All data added to the derived mosaic dataset should be contained within source mosaic datasets using the parameters below (no individual rasters should be added to the derived mosaic dataset).
| Parameter | Setting |
|---|---|
Raster type | TABLE |
Calculate Cell Sizes | Off |
Update Boundary | On Note:Any new source mosaic datasets outside the current boundary will update the boundary, usually approximated to an envelope |
How should I populate metadata?
After adding the source mosaics, ensure Dataset_ID and other key metadata fields have been copied into the derived mosaic dataset for all records.
How should I deal with footprints and NoData values in my imagery?
When the source mosaic datasets are combined in the derived mosaic dataset, any NoData pixels will be filled with valid data from a lower priority dataset (typically lower resolution).
Note:
This assumes that (1) NoData values in the source mosaic datasets have been dealt according to the guidelines and (2) that Footprints May Contain NoData has been set to Yes in the derived mosaic dataset properties.
This feature can also be used to create different surface types.
| Desired Outcome | Methodology |
|---|---|
| DTMs that show 0 for oceans | If the derived mosaic dataset should only represent land areas (no bathymetric data included), oceans should be represented with an elevation value of 0. Typically, datasets such as SRTM have 0 for sea areas. If you're using datasets that represent oceans as NoData, it is best to add a small raster (called ZeroElevation, for example) to the derived mosaic dataset that covers the complete data extent with only 0 values. Give it a low priority (i.e. a large Best value), so NoData values such as sea will always default to 0. Areas that are not sea would typically be covered by datasets such as SRTM. |
DTMs that show NoData for oceans (or other NoData area) | In this case, do not include a ZeroElevation raster. For datasets such as SRTM, set 0 to be NoData by adding a mask function to each raster. |
Do I need to create seamlines?
Generally no, unless you want edges blended.

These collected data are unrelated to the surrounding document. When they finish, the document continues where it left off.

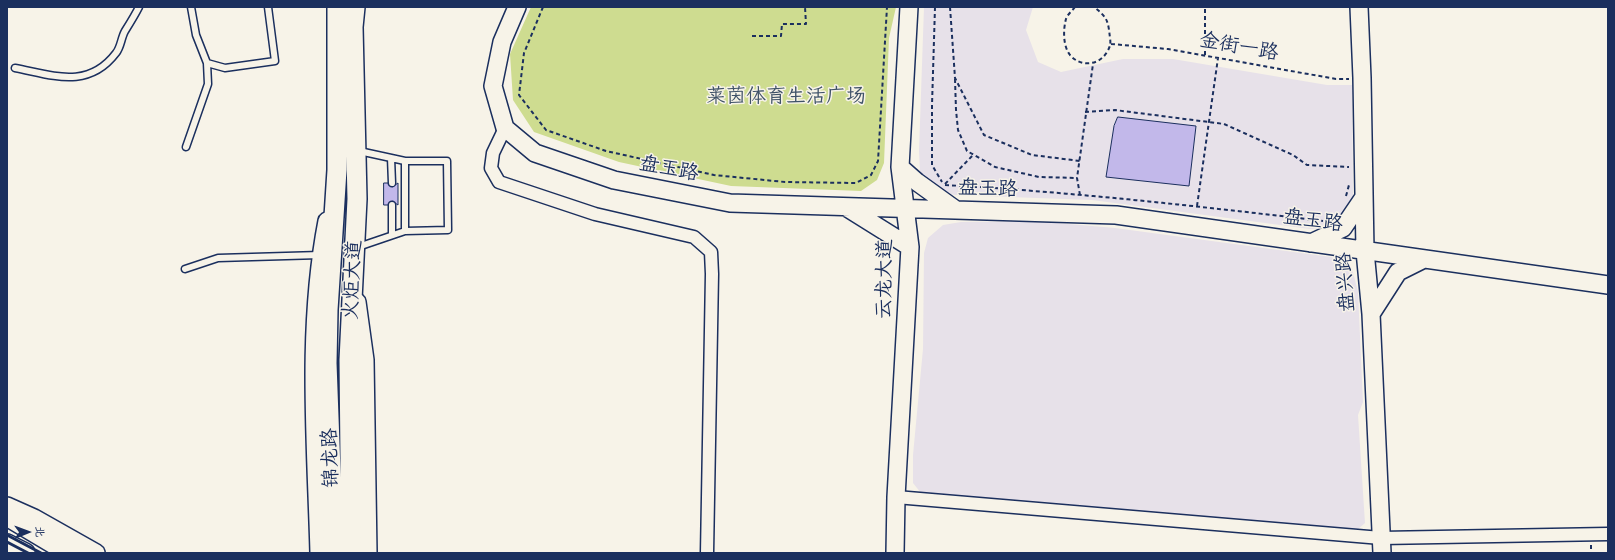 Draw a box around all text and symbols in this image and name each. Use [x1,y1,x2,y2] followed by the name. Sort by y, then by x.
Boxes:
[1198,28,1280,66] street label: 金街一路
[706,85,866,109] park label: 莱茵体育生活广场
[637,151,701,187] street label: 盘玉路
[958,176,1018,202] street label: 盘玉路
[1282,205,1344,237] street label: 盘玉路
[339,239,367,321] street label: 火炬大道
[872,239,898,319] street label: 云龙大道
[1332,251,1360,313] street label: 盘兴路
[318,428,344,488] street label: 锦龙路
[8,512,48,552] north arrow
[33,526,47,537] text: 北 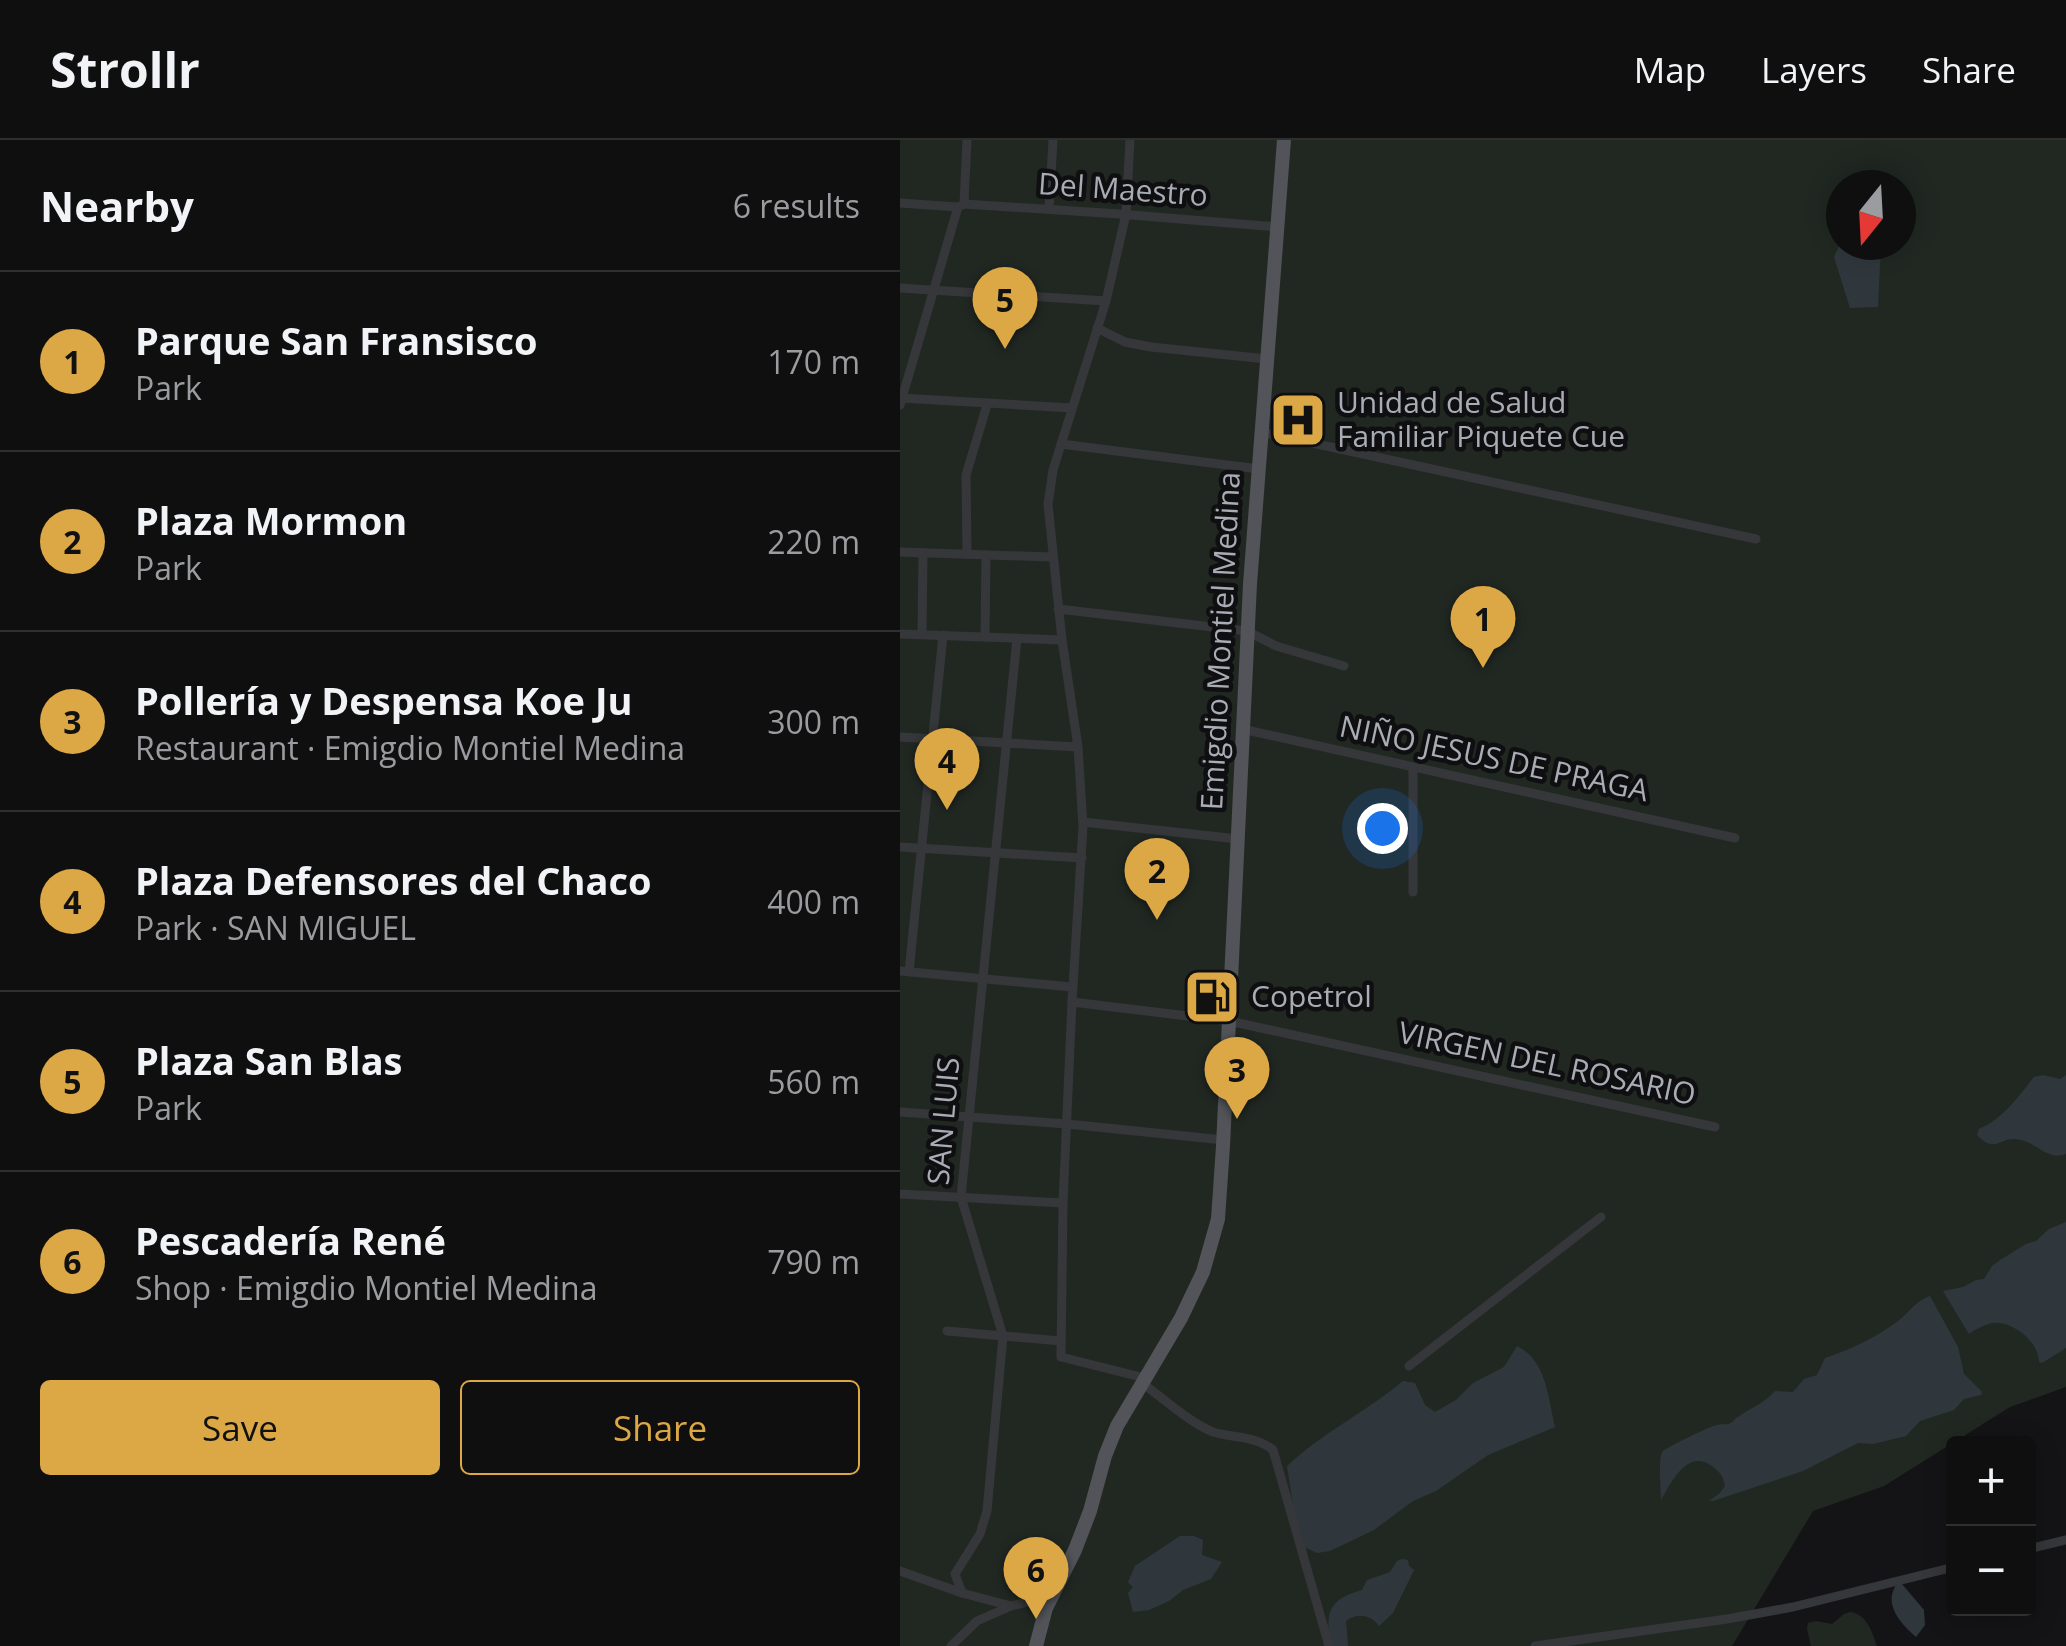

Mosaic datasets of elevation data typically contain sources of multiple resolutions, and a Best field is used to order the dataset. The question, then, is what happens at the edges between datasets. By default, ArcGIS merges the datasets with no blend so that the best pixel is on top. This can result in artifacts in the form of jumps appearing along such edges. In many cases, such artifacts are not incorrect and should be left as-is.
There are cases where you may want to have the edges blended, and this is where seamlines can be used. The ArcGIS functions for seamline generation are written primarily for blending optical imagery and are not really applicable for elevation data. For elevation data, higher-resolution (or accuracy) data should be used to the fullest extent possible, with a blend to remove only sudden changes. To do this, create a seamline that falls along the extent of the higher-resolution dataset, then define an inside blend over a specified distance or number of pixels. This process involves the following:
- For the higher-resolution rasters you want to blend, edit the footprints to make them fit closer with the NoData extent. Use the Build Footprint tools and increase the number of allowed vertices.
Note:
For highly irregular extents, it may be better to shrink the footprints a bit to ensure there are no gaps of NoData.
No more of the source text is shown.